One of America’s biggest pop stars was always going to go down in history, but now… Well, Kanye West has told his story many times over.
I wasn’t sure of writing this, and if you are not sure of something there is no clearer sign to take three steps back. But that level of insecurity comes with the territory, here. Kanye West’s spiral towards Nazi propaganda and Hitler-enthused diatribes has been as compelling as it is devastating. And to think that my overarching, gut-feeling is a severe form of empathy usually reserved for the Sick and Weak. An old horse limping through a field, an old lover wasting away after you have moved on. That’s where we are, folks. We are living in Interesting Times.
Last week was extremely busy. I spent hours of it hiring for my team and many hours more contemplating what this column was going to focus on. There was only one certainty, and that was that I would not discuss the maniacal and selfish actions of Elon Musk. And Kanye… some beasts you almost don’t want to tackle. But here we are. And so I want to be clear: Kanye West’s last 12 months have been everything that everyone has said they were.
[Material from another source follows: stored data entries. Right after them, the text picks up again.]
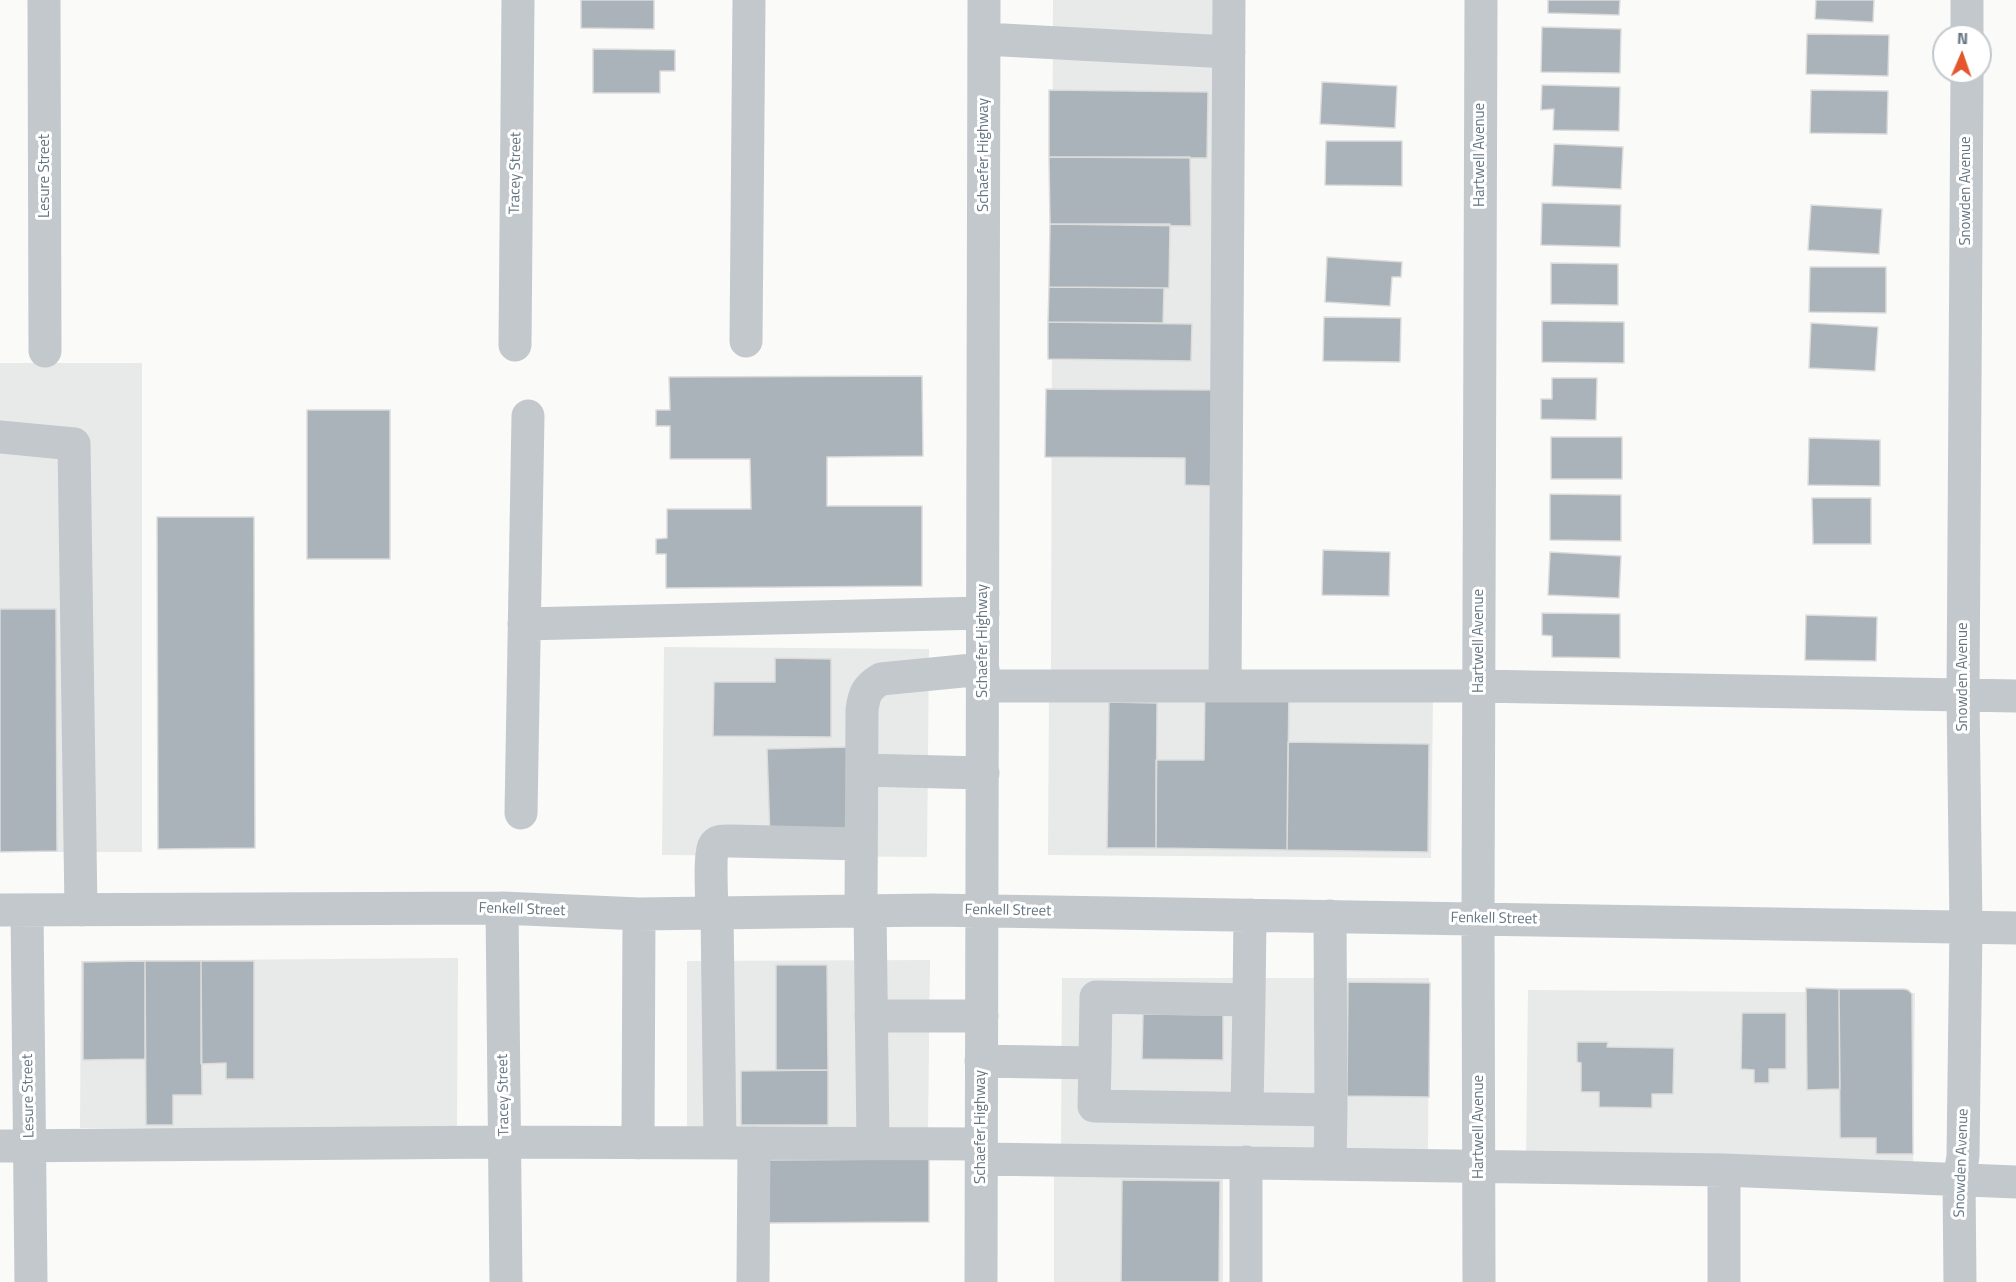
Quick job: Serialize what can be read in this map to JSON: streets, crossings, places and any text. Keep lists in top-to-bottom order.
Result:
{
  "streets": {
    "street": [
      "Schaefer Highway",
      "Hartwell Avenue",
      "Tracey Street",
      "Lesure Street",
      "Snowden Avenue",
      "Fenkell Street"
    ]
  },
  "crossings": [
    ["Schaefer Highway", "Fenkell Street"],
    ["Hartwell Avenue", "Fenkell Street"],
    ["Tracey Street", "Fenkell Street"],
    ["Lesure Street", "Fenkell Street"],
    ["Snowden Avenue", "Fenkell Street"]
  ],
  "north": "top"
}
There is the catcalled gaslighting of mental illness, the religious experimentation, the cult-paranoia, the erraticism, and the on-air screaming of an artist who is doing everything he can to be Bigger than Himself. Many have pointed towards Mr. West’s recent anti-semitism as the ultimate bridge too far; others pulled up their lines in the White Lives Matter chorus of weeks prior. And there are many arguments, almost all valid in some way, that Kanye West deserves what he’s getting. Because make no mistake: Kanye West is a grown man.
But I see more in Kanye’s story than his actions, regardless of motivation. I see a man who is the catalyst of a culture we have created, right or wrong, and the multiple spinning wheels of reaction and anger we have turned to fuel our media, our socialising, and ourselves. He is a symptom of everything: of Celebrity; of Mental Health; of the way our Media spins; of the Grift Economy. He is a reaction. And that is not to excuse anything. Who said this would be easy to talk about, eh?
Here is what happened: Kanye West, once suspended from Twitter, was re-instated amongst a swell of other charismatic characters by the platform’s owner, Elon Musk, in perhaps the latest publicity attempt from the World’s Richest Man to make His Story a good one. Mr. West has a fairly long and rambunctious recent history of saying and doing things Less Than Pretty, and this cycle was continued when he returned to the platform. The limit, further than his previous tally of hate speech, sexism, anti-semitism and defamation, was tweeting a picture of swastika – one that was manipulated over a Star of David – itself a symbol of some new cult I don’t have the space or willpower to go into.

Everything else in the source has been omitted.